I don't own it, but I own some old Rockwell stuff. That's my disclaimer I would absolutely be interested in this very cool RAS. I'm not sure if I understand why you consider the arm unique (?). Some would argue that the price it a tad on the high side. I'd rather have it than my Craftsman. I think the Dewalt is the only one I'd rather have than this rockwell. I hope you get it!!!


----------



## Nicky (Mar 13, 2007)

Apparently I've been the only caller. This is unique to me, I've not seen this type of arm.

What would a reasonable price be? Saw is mid 70s

Seller asking $375.

I dumped my craftsman pos 10yrs ago, but miss having a RAS


----------



## Bertha (Jan 10, 2011)

I'm with you, Nicky, I really like the RAS. Jeez, I'm probably the wrong one to ask about the price, but I know I've seen the crown jewel DeWalt in great shape for less than this. I paid more than this for a stupid Craftsman, so I'm not exactly a good haggler. I think if this thread stays up long enough, you'll get a ton of advice. I was thinking more like $250, so we'll see what people think. Heck, it could be a really sought after machine, commanding top dollar, I just really don't know. It's a very attractive machine to me. I'd want it!


----------



## MrUnix (May 18, 2012)

Nice RAS but nothing special about it other than the price being too high. Here is another photo (taken from vintagemachinery.com) that shows the arm configuration:










And they do clean up pretty nice:










Cheers,
Brad


----------



## fge (Sep 8, 2008)

We have a 12" dreamt RAS and a 10" dewalt RAS and we love them. But in our area most RAS is listing for 200.00 or less. I just don't think the resale value is strong with RAS but they can be valuable to a shop. But based on prices I see locally on CL I would caution against going higher then 200.00.


----------



## Nicky (Mar 13, 2007)

We shall see. Thank you both for your thoughts.

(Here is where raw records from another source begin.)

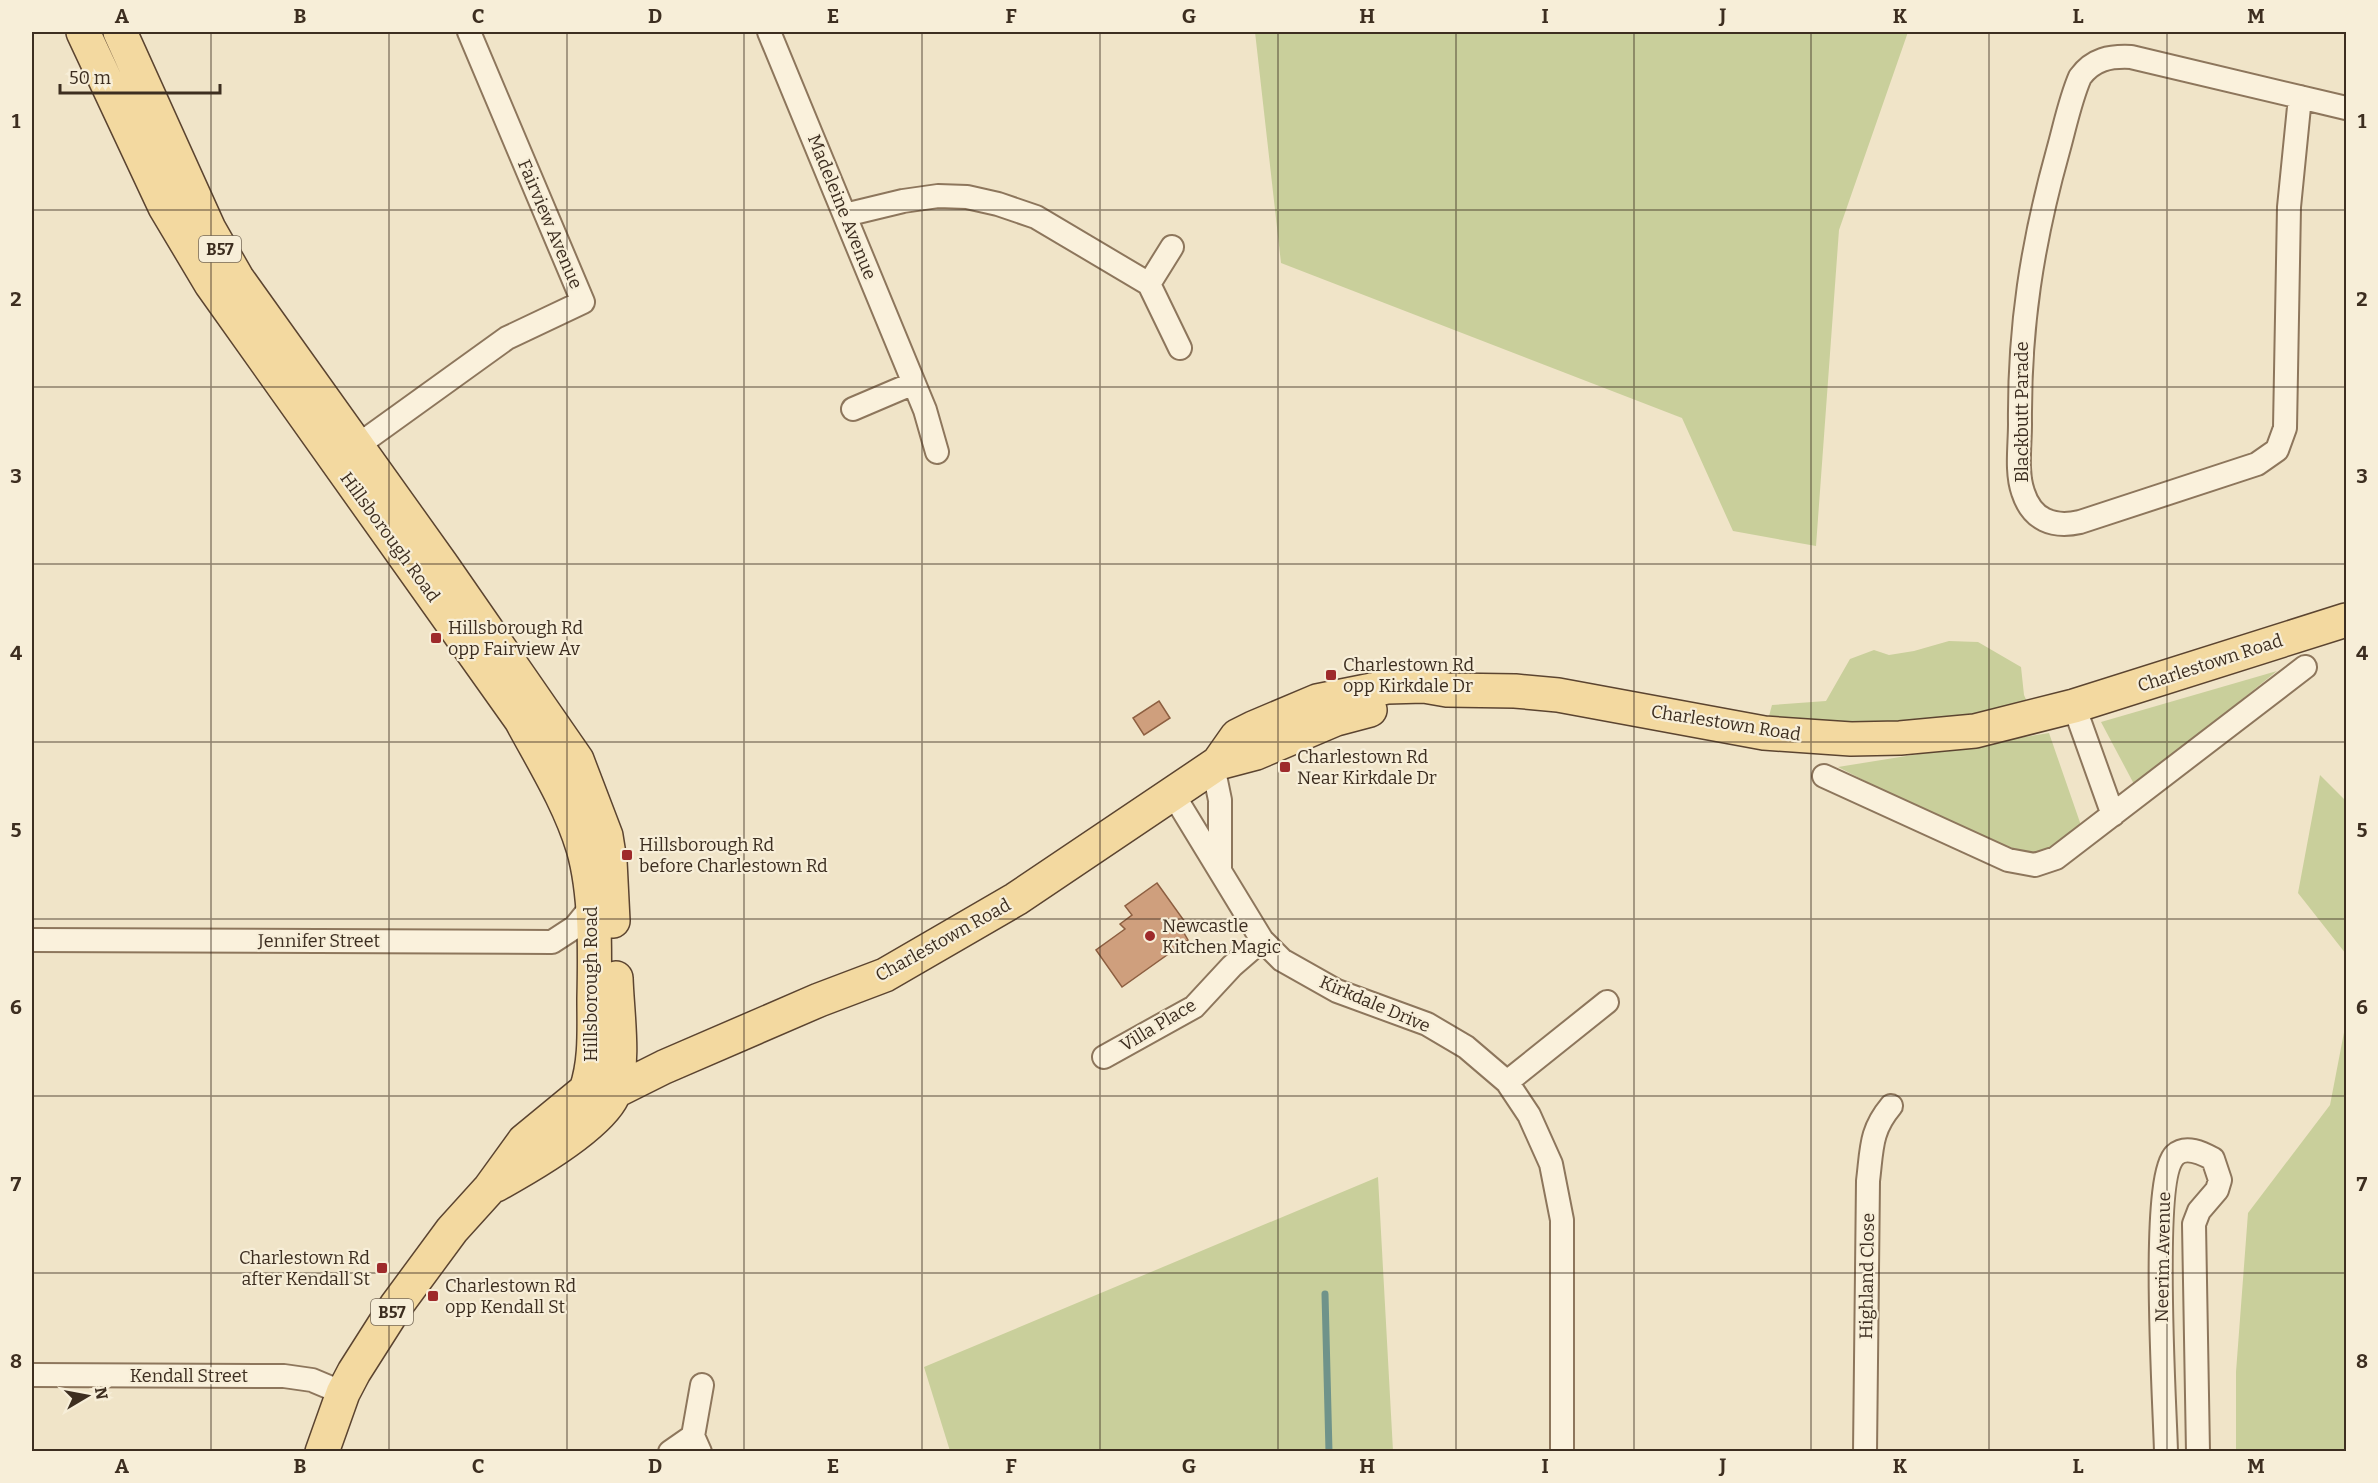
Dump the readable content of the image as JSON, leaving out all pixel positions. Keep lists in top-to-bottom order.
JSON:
{
  "streets": {
    "main road": ["B57", "Hillsborough Road", "Charlestown Road"],
    "street": [
      "Madeleine Avenue",
      "Fairview Avenue",
      "Blackbutt Parade",
      "Jennifer Street",
      "Kirkdale Drive",
      "Villa Place",
      "Neerim Avenue",
      "Highland Close",
      "Kendall Street"
    ]
  },
  "crossings": [
    ["Fairview Avenue", "B57"],
    ["Fairview Avenue", "Hillsborough Road"],
    ["B57", "Hillsborough Road"],
    ["Hillsborough Road", "Charlestown Road"],
    ["Hillsborough Road", "Jennifer Street"],
    ["Charlestown Road", "Kirkdale Drive"],
    ["Charlestown Road", "Kendall Street"],
    ["Kirkdale Drive", "Villa Place"]
  ],
  "places": {
    "transit": [
      "Hillsborough Rd opp Fairview Av",
      "Charlestown Rd opp Kirkdale Dr",
      "Charlestown Rd Near Kirkdale Dr",
      "Hillsborough Rd before Charlestown Rd",
      "Charlestown Rd after Kendall St",
      "Charlestown Rd opp Kendall St"
    ],
    "other": ["Newcastle Kitchen Magic"]
  },
  "scale_bar": "50 m",
  "north": "right",
  "grid": {
    "columns": [
      "A",
      "B",
      "C",
      "D",
      "E",
      "F",
      "G",
      "H",
      "I",
      "J",
      "K",
      "L",
      "M"
    ],
    "rows": [
      "1",
      "2",
      "3",
      "4",
      "5",
      "6",
      "7",
      "8"
    ]
  }
}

$250 Sounds like a good starting point. I'm not at the point where I "just have to have it." CL, like ebay are not what they use to be.


----------



## Nicky (Mar 13, 2007)

Jerry I see the Craftsman RAS a lot for under $200. I am a Delta/Rockwell fan and these have been far and few in my area. I looked at a 14" Rockwell a few months back, guy asking $700, and was not willing to budge on the price.


----------



## fge (Sep 8, 2008)

I do think the larger RAS such as 14" and 16" demand a larger price. I also think I benefit with lower then average CL prices here in San Antonio. I do see many dewalt and delta Rockwell RAS for sale weekly in our area. I paid 200.00 for our 12" drewalt that is 3hp and I paid 80.00 for our 10" drewalt RAS. They both get used daily in our shop. I have a very low opinion of craftsman so you probably don't want to know what I think about craftsman RAS. I would charge the craftsman owner 250.00 just to haul off their RAS.


----------



## davidroberts (Nov 8, 2008)

I own one or three old DeWalt RASs. All cast iron beauties. I love them. They are my pet tools. The pivot arm is standard design on Delta-Rockwell RASs. Has been for just about ever. Looks clean, well cared for. Problem is that when someone buys a RAS new or near new, they expect near new resale. Sometimes the seller sets his jaw, and it becomes a matter of pride. Good resale on RASs has not been my experience lately, in today's market, especially with RASs, any age or brand. I'm humored by some of the outrageous pricing on CLs, and Rocklers and Woodcraft for that matter. Most folks nowadays would rather spend the hard earned for a good slider, Makita, Bosch, Dewalt, or for deeper pockets, Festool. If I had not become addicted to my old DeWalts, I would own the best slider money can buy, or at least the Makita. Yeah, the Makita. Just my take.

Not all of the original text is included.